As for the insurance... The university has doctors that athletes can see and the athletes insurance company will be billed. Whatever they don't cover, the University does.

samsoccer7

August 25th, 2010 at 1:43 PM ^

A basic eye exam is really just a vision test.  You read the lowest line you can while the examiner isn't really paying attention, then they flash lights on each side and you're supposed to say if it's right or left.  Astigmatism is much tougher to evaluate with these exams.  I had pretty bad astigmatism and, particularly at night or in the dark, seeing things from a distance was very difficult.  Soccer and flag-football were tough b/c the fields are so big.  Basketball and volleyball, not so much.  I eventually had LASIK and not surprisingly, those sports became much more vivid for me.  I almost described the feeling to my friends the same way Stonum did.  Just seeing the ball come off someone's foot or out of the QB's hands was a sight for sore eyes, pun intended.

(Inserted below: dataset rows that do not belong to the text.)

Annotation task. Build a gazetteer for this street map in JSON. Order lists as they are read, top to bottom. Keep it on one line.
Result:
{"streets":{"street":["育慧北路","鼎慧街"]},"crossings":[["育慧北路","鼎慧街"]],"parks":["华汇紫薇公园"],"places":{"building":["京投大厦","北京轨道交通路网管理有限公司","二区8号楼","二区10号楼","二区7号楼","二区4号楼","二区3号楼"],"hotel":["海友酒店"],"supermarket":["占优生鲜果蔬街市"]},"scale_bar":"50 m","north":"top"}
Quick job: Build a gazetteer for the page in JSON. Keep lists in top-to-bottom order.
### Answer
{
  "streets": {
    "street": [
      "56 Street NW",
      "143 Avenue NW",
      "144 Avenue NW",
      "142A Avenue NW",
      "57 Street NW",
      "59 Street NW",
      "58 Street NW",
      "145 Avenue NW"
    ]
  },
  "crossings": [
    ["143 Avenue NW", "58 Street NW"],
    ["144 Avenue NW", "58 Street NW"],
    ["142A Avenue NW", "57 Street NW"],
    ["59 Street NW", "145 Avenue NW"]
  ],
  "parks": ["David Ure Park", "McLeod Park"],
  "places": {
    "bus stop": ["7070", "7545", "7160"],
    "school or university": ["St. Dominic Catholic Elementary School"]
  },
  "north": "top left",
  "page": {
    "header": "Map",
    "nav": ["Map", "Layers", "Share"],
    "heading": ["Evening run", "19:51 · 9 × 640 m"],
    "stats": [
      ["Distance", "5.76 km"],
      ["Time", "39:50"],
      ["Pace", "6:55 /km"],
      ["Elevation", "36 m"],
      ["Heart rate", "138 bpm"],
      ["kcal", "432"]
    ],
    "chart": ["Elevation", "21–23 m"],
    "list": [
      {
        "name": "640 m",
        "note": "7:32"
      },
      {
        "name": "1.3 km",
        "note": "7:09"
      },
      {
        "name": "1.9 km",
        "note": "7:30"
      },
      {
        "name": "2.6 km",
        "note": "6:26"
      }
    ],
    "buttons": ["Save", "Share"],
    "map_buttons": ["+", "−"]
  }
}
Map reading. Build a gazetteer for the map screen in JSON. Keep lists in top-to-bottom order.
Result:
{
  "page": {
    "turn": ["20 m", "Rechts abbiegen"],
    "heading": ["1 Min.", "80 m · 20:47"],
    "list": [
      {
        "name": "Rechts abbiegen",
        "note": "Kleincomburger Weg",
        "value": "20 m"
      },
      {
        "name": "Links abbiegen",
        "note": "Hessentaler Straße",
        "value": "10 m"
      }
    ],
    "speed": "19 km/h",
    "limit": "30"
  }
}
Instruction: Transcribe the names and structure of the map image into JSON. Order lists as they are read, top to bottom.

I hope players get more rigorous eye exams from here forward.  It actually should be deemed a safety issue, since some of these guys shouldn't be driving without contacts or glasses, and punt returners should be able to see who's about to spike them.

nedved963

August 25th, 2010 at 2:31 PM ^

I have an astigmatism and had similar problems, and amusingly had problems tracking the ball in the air without contacts, but the problem persisted somewhat even with glasses because things were easily to see but still 2D-ish. If I recall correctly Stonum had the physical skills but was woeful with tracking the ball in the air. If it's anything like I experienced he'll be deadly now, I know what kind of enormous difference it made for me. Difficult to completely describe but definitely a fantastic difference for sports, and hopefully it'll serve him this year and next and he can be the next great.

mgoblue52

August 25th, 2010 at 9:49 PM ^

If you're going to a retail optical store, you may just get a basic eye exam.  Many optometrists (primary care eye doctors) will now conduct more thorough exams with dilation, checking the health of the retina and the back of the eye.  To determine a prescription, eye care professionals (optometrists and ophthalmologists) can use subjective (through the phoropter... "which one looks better") and objective (retinascopy) tests to determine how much sphere and/or cylinder (which is what an astigmatism needs) is necessary in a particular Rx.  Either way, these guys don't need the "works" at their eye checkups.  Any professional that can measure visual acuities most likely will be able to help them with their prescriptions.

wolfman81

August 25th, 2010 at 3:55 PM ^

Yes. 

As others have said, everyone gets a physical from the training staff at the University before they can start fall practice.  [I'm not a lawyer, but this has to be a liability issue.]  They do the standard "cover your eye and read as low as you can on this chart...now switch eyes" test.  I would also agree that this probably does a poor to horrible job of evaluating things like astigmatism and other eye problems more complicated than nearsightedness (myopia iirc).